Write a tag pattern to match noun phrases containing plural head nouns, e.g. "many/JJ researchers/NNS", "two/CD weeks/NNS", "both/DT new/JJ positions/NNS". Try to do this by generalizing the tag pattern that handled singular noun phrases.
In [14]:
import nltk
grammar = "PHN: {<[CDJT].*>+<NNS>}"
cp = nltk.RegexpParser(grammar)
Pick one of the three chunk types in the CoNLL corpus. Inspect the CoNLL corpus and try to observe any patterns in the POS tag sequences that make up this kind of chunk. Develop a simple chunker using the regular expression chunker nltk.RegexpParser.

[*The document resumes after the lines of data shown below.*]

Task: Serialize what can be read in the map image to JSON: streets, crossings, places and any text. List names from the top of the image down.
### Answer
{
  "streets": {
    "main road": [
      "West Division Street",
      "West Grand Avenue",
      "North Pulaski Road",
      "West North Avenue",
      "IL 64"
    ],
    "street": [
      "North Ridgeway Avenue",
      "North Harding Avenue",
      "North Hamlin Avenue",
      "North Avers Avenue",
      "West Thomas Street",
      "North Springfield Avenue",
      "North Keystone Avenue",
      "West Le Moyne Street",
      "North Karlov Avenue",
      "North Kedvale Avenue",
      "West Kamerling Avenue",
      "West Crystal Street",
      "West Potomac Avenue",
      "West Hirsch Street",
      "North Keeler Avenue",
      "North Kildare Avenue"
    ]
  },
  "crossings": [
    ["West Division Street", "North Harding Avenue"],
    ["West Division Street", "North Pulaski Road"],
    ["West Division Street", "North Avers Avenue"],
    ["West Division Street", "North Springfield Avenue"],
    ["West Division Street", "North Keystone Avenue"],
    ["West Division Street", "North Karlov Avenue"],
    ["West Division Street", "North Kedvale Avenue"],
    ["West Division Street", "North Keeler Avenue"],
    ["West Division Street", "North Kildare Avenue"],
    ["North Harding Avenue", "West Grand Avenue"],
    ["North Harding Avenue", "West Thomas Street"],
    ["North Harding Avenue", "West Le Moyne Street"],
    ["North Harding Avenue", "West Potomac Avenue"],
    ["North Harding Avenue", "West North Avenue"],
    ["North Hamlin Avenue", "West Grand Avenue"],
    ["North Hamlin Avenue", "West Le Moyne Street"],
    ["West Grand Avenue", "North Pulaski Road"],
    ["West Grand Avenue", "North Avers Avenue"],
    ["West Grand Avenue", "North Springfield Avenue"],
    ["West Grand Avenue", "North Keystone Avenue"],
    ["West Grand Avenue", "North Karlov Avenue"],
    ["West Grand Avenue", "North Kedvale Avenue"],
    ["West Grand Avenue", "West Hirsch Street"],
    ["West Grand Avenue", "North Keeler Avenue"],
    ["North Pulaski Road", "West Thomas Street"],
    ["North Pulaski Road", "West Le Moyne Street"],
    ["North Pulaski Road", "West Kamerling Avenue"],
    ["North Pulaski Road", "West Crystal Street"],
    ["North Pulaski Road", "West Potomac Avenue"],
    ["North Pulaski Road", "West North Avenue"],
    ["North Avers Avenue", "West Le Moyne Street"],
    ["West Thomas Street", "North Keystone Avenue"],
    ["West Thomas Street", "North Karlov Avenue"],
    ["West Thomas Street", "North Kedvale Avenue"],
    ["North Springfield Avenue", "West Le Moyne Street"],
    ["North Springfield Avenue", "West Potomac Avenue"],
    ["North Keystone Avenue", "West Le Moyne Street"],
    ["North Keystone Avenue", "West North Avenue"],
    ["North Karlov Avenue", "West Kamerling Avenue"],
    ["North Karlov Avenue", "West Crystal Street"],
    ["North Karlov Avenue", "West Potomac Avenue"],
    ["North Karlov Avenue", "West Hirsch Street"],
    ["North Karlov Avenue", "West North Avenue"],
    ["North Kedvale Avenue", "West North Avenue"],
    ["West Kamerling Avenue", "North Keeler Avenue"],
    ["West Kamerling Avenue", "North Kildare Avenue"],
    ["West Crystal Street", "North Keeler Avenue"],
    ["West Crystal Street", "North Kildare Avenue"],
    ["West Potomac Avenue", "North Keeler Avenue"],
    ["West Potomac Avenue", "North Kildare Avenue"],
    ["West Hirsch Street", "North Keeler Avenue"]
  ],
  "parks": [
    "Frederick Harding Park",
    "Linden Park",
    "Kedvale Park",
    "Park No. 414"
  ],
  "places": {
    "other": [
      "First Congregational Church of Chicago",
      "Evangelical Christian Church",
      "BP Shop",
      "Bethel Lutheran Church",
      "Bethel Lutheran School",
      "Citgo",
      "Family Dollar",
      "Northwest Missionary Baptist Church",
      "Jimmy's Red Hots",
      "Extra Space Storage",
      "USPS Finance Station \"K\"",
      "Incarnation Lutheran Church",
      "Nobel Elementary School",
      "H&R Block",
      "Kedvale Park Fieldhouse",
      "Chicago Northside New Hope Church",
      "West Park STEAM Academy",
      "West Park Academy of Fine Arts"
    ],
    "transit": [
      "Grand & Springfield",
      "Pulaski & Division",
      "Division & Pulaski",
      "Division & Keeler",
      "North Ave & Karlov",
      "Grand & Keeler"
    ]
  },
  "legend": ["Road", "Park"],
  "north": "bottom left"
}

Discuss any tag sequences that are difficult to chunk reliably.
In [15]:
from nltk.corpus import conll2000
print conll2000.chunked_sents('train.txt', chunk_types=['NP'])[100]
In [16]:
test_sents = conll2000.chunked_sents('test.txt', chunk_types=['NP'])
grammar = r"NP: {<[CDJNP].*>+}"
cp = nltk.RegexpParser(grammar)
print cp.evaluate(test_sents)
An early definition of chunk was the material that occurs between chinks. Develop a chunker that starts by putting the whole sentence in a single chunk, and then does the rest of its work solely by chinking. Determine which tags (or tag sequences) are most likely to make up chinks with the help of your own utility program. Compare the performance and simplicity of this approach relative to a chunker based entirely on chunk rules.
In [21]:
sentence = [("We","PRP"),("saw","VBD"),("the","DT"),("yellow","JJ"),("dog","NN")]
grammar = "CHINK: {<VBD>}"
cp = nltk.RegexpParser(grammar)
result = cp.parse(sentence)
print result
result.draw()
Write a tag pattern to cover noun phrases that contain gerunds, e.g. "the/DT receiving/VBG end/NN", "assistant/NN managing/VBG editor/NN". Add these patterns to the grammar, one per line. Test your work using some tagged sentences of your own devising.
In [24]:
grammar = "GRD: {<DT>|<NN><VBJ><NN>}"
cp = nltk.RegexpParser(grammar)
brown = nltk.corpus.brown
for sent in brown.tagged_sents():
result = cp.parse(sent)
print result
break #I dont want the entire brown corpous printed
Write one or more tag patterns to handle coordinated noun phrases, e.g. "July/NNP and/CC August/NNP", "all/DT your/PRP$ managers/NNS and/CC supervisors/NNS", "company/NN courts/NNS and/CC adjudicators/NNS".
In [29]:
sentence = [("July","NNP"),("and","CC"),("August","NNP")]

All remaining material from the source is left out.